首位と7ゲーム差の3位につけるソフトバンク。54年ぶりの12連敗で大失速した悪夢のような7月が終わり、逆襲を期す8月がスタートする。
日本列島が熱波に覆われる酷暑の到来。チームにとっても懸案の一つが、投手陣の疲弊だ。斉藤和巳投手コーチは「体力を奪われ、汗の量も増えてくる。今後リリーフの方が接戦だったり、優勝争いの中では登板が増えてくる可能性が十分にある。登板過多を気にしながらやってきたが、その辺は心配な部分」と率直に語り、過密日程を乗り切るべくシミュレーションに余念がない。
かつて「負けないエース」と呼ばれた斉藤コーチは幾多の局面を切り抜け、シ烈なペナント争いも経験してきた。勝ち方を知る男は、チームが大逆襲を完結するために、ベテラン、実績組の底力に期待を寄せる。「体力的にはきつくなるけど、そういうのを経験している投手が中には何人もいるし、そこに対応していくのがプロだから」。重圧に耐え、責任を背負える投手がそろっていることに自信を見せる。

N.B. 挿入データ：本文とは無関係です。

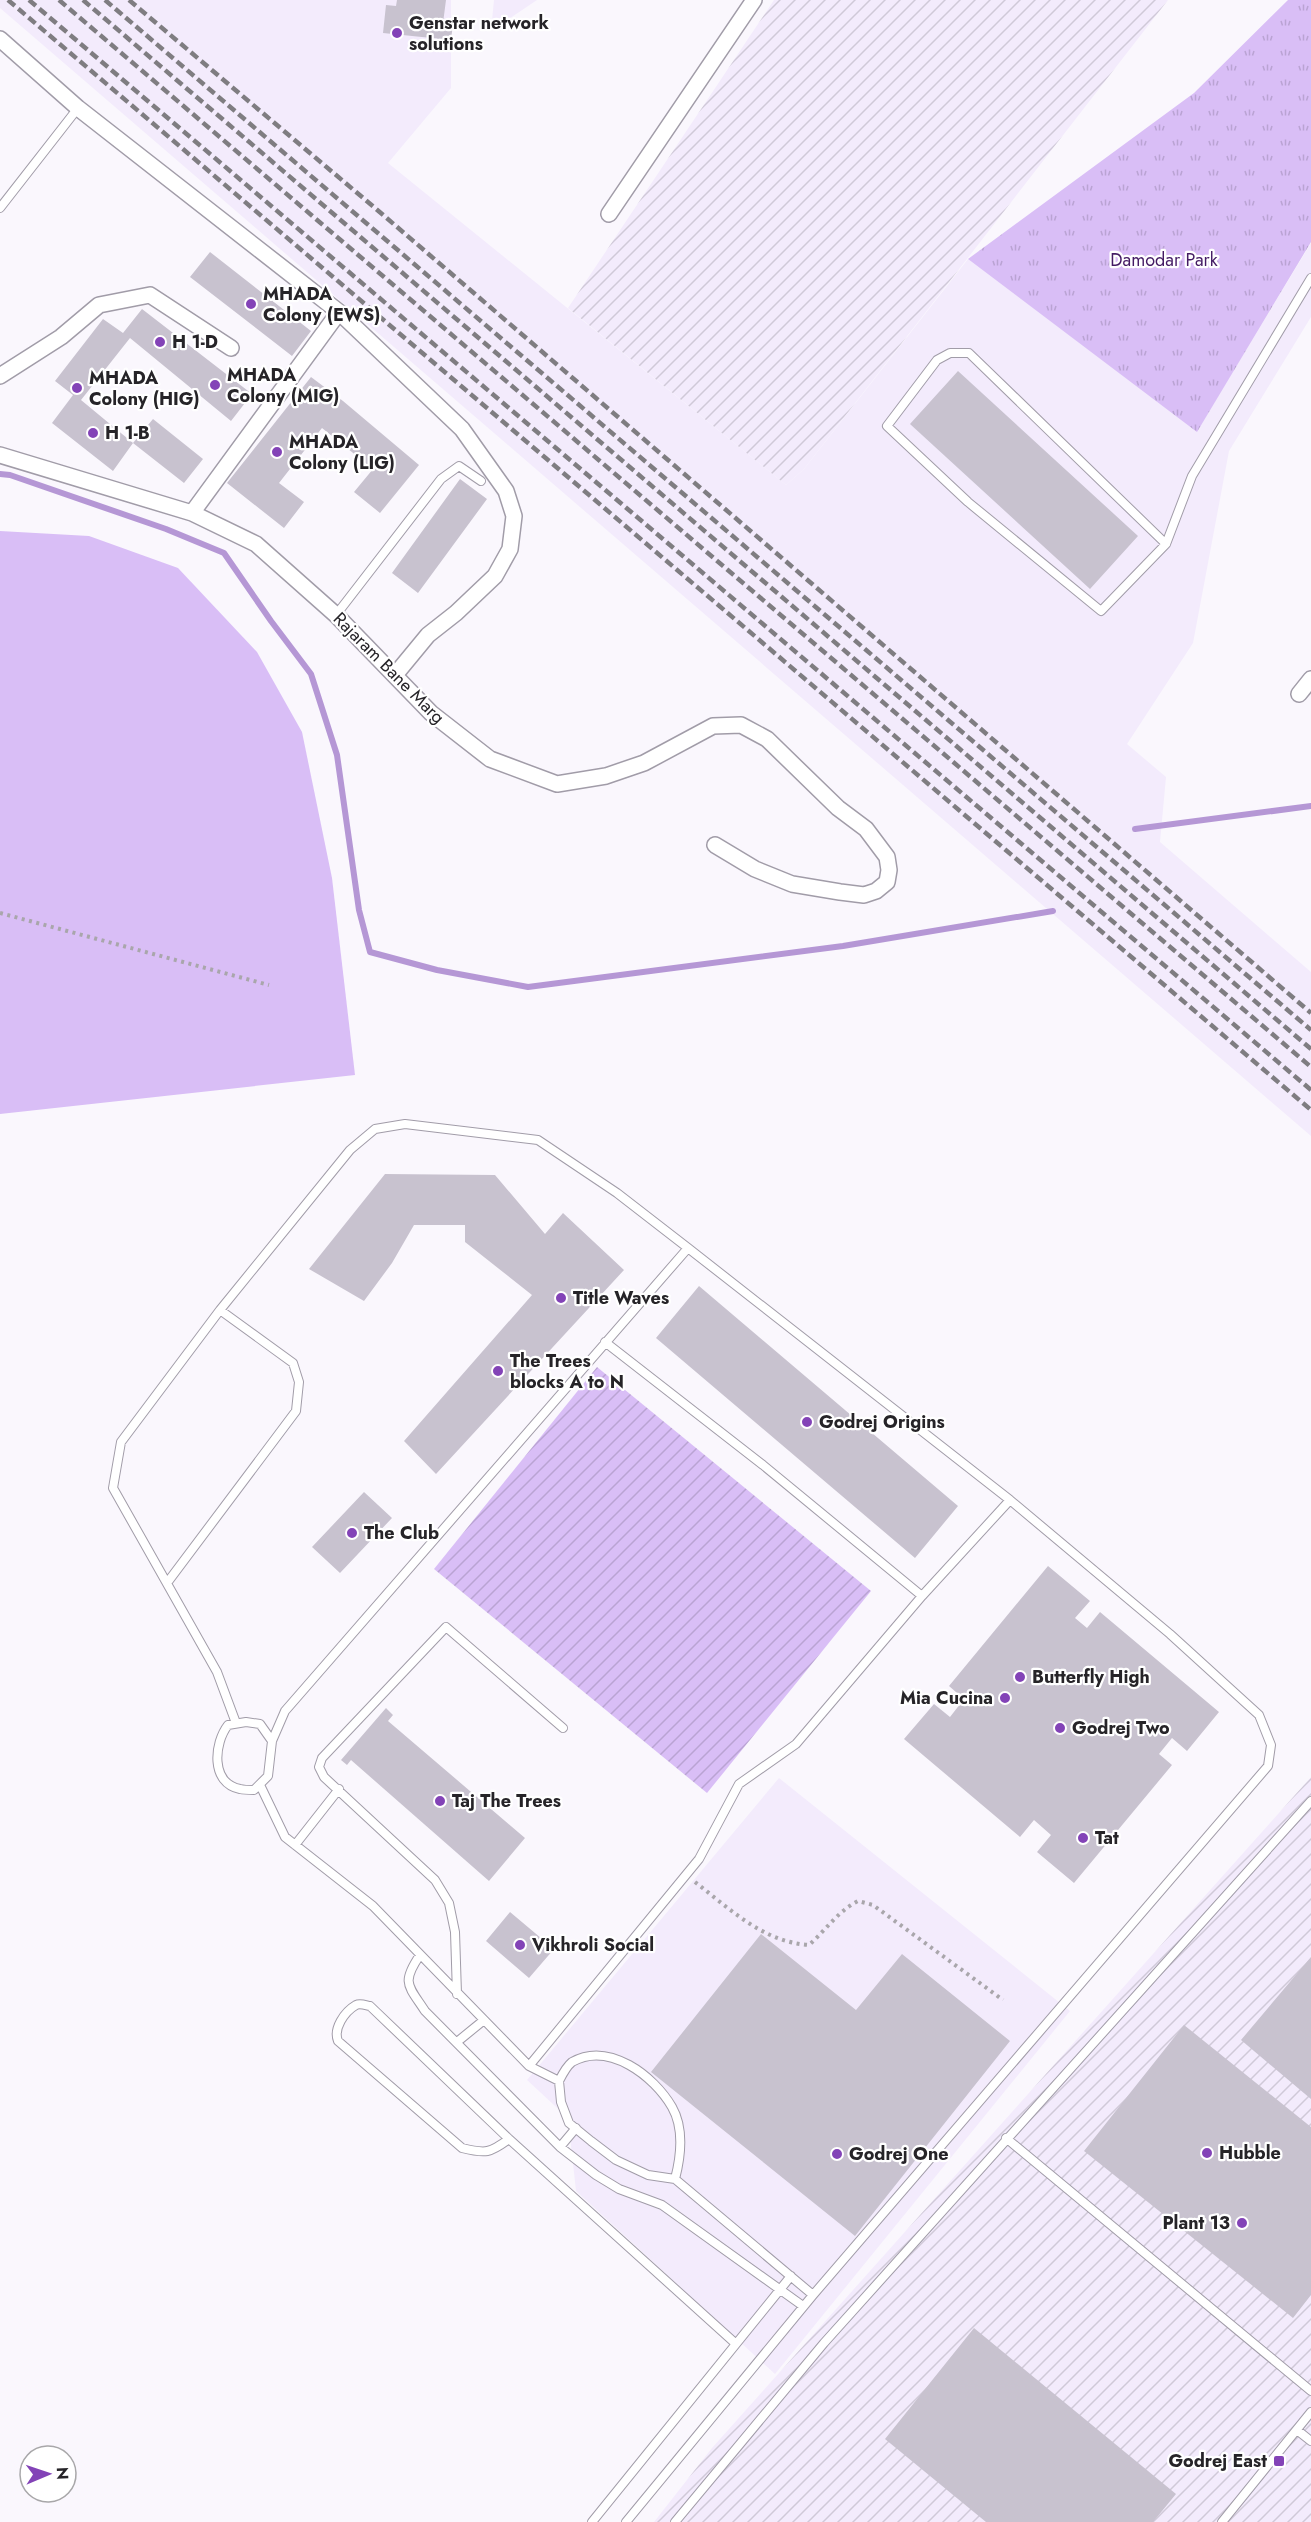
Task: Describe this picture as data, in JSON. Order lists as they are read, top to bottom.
{
  "streets": {
    "street": ["Rajaram Bane Marg"]
  },
  "parks": ["Damodar Park"],
  "places": {
    "other": [
      "Genstar network solutions",
      "MHADA Colony (EWS)",
      "H 1-D",
      "MHADA Colony (MIG)",
      "MHADA Colony (HIG)",
      "H 1-B",
      "MHADA Colony (LIG)",
      "Title Waves",
      "The Trees blocks A to N",
      "Godrej Origins",
      "The Club",
      "Butterfly High",
      "Mia Cucina",
      "Godrej Two",
      "Taj The Trees",
      "Tat",
      "Vikhroli Social",
      "Hubble",
      "Godrej One",
      "Plant 13"
    ],
    "transit": ["Godrej East"]
  },
  "north": "right"
}
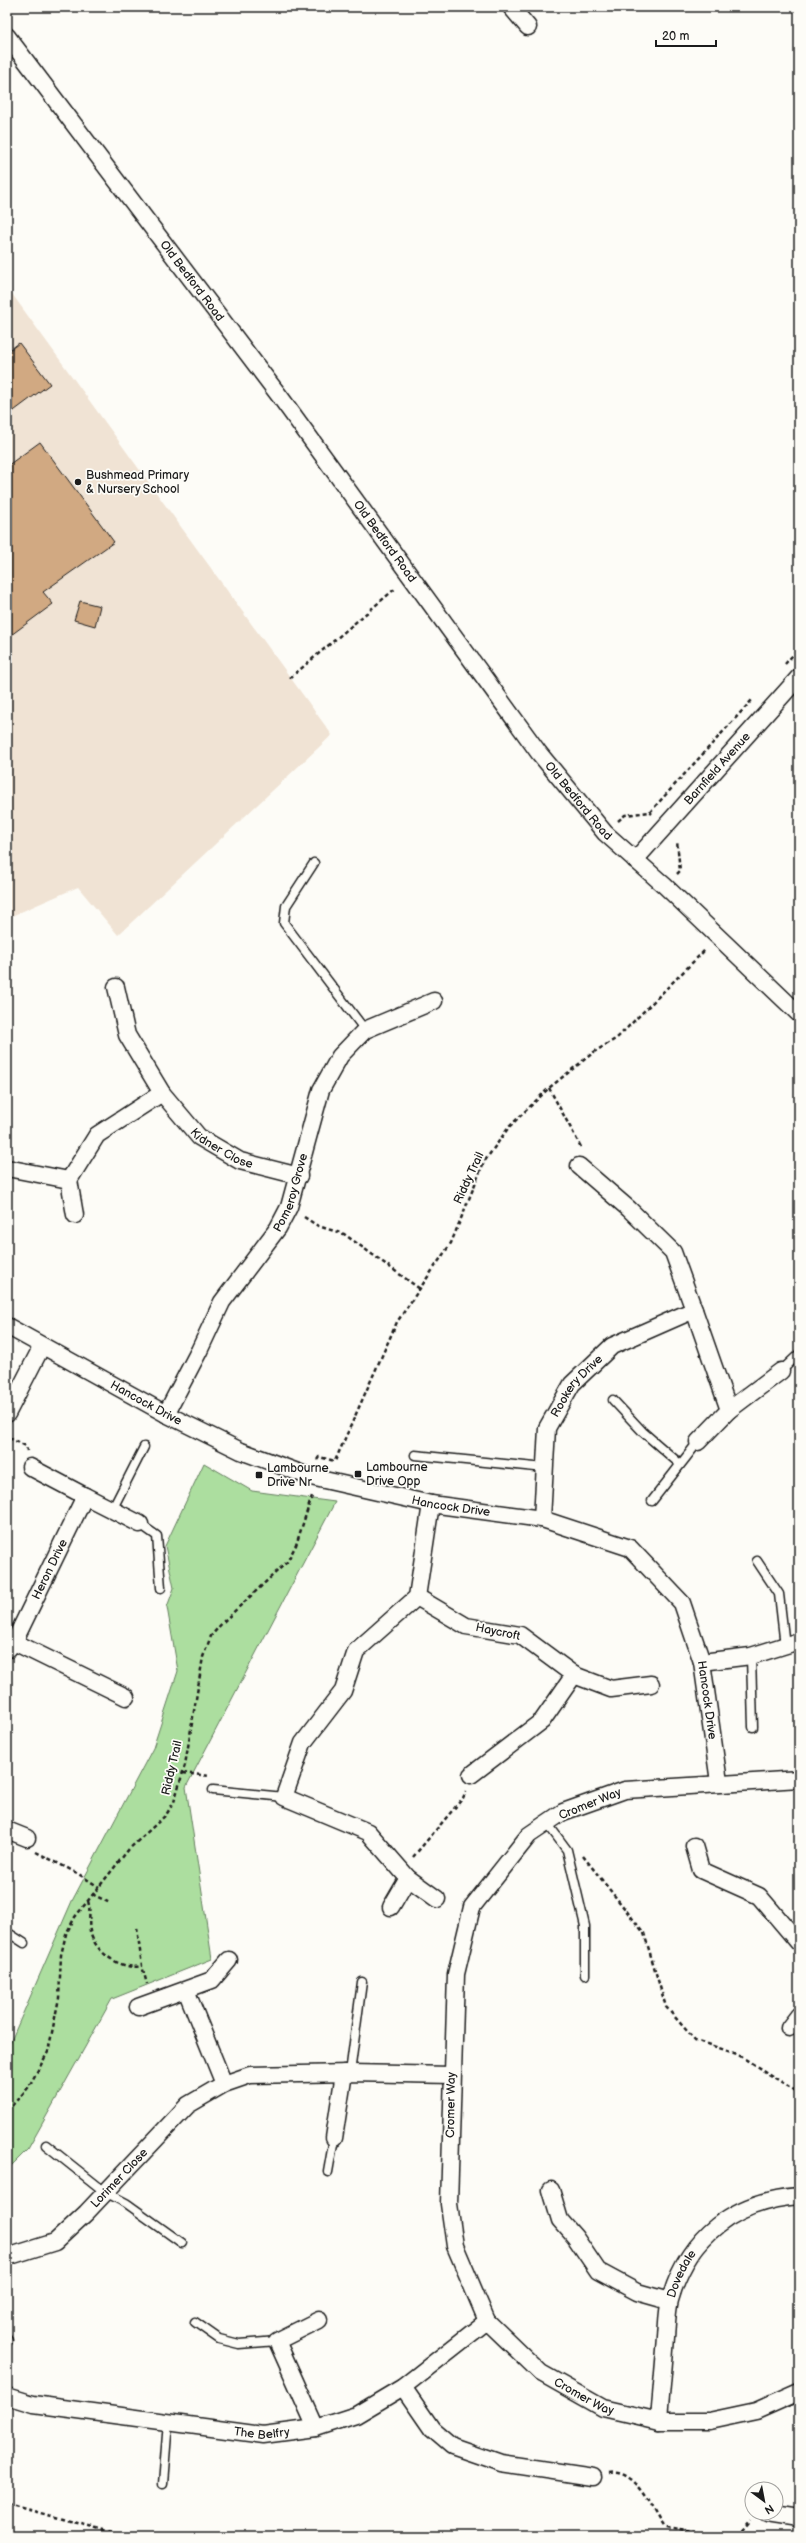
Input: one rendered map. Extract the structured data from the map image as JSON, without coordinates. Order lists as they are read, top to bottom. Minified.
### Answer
{"streets":{"street":["Old Bedford Road","Barnfield Avenue","Kidner Close","Pomeroy Grove","Rookery Drive","Hancock Drive","Heron Drive","Haycroft","Cromer Way","Lorimer Close","Dovedale","The Belfry"],"path":["Riddy Trail"]},"crossings":[["Old Bedford Road","Barnfield Avenue"],["Kidner Close","Pomeroy Grove"],["Pomeroy Grove","Hancock Drive"],["Rookery Drive","Hancock Drive"],["Hancock Drive","Cromer Way"],["Cromer Way","Lorimer Close"],["Cromer Way","Dovedale"],["Cromer Way","The Belfry"]],"places":{"other":["Bushmead Primary & Nursery School"],"transit":["Lambourne Drive Opp","Lambourne Drive Nr"]},"scale_bar":"20 m","north":"bottom right"}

球団は長期離脱が決まったモイネロの穴を埋めるべく、最速159キロを誇る中継ぎ左腕のヘルナンデスを補強。斉藤コーチは潜在能力を高く評価した上で「時期が時期なので、日本の野球にどれだけ対応できるか。当てにしすぎてもいけない」とも語った。そこには「新人や新外国人を当てにしているチームはなかなか基盤をつくれない」との考えがあり、屋台骨を支える現有戦力への強烈なメッセージが込められていた。
8月第2週から5週連続で6連戦が控える。90試合を消化した時点で先発のクオリティースタート(6回以上、自責3以内)率41%はリーグワースト。ブルペンの疲弊はすでに濃い。決して余裕があるわけではない。上位を追いかける立場でもある。「ここから踏ん張りどころ。体力と気力のバランスをどれだけ保っていけるか」。鷹が難題に立ち向かう。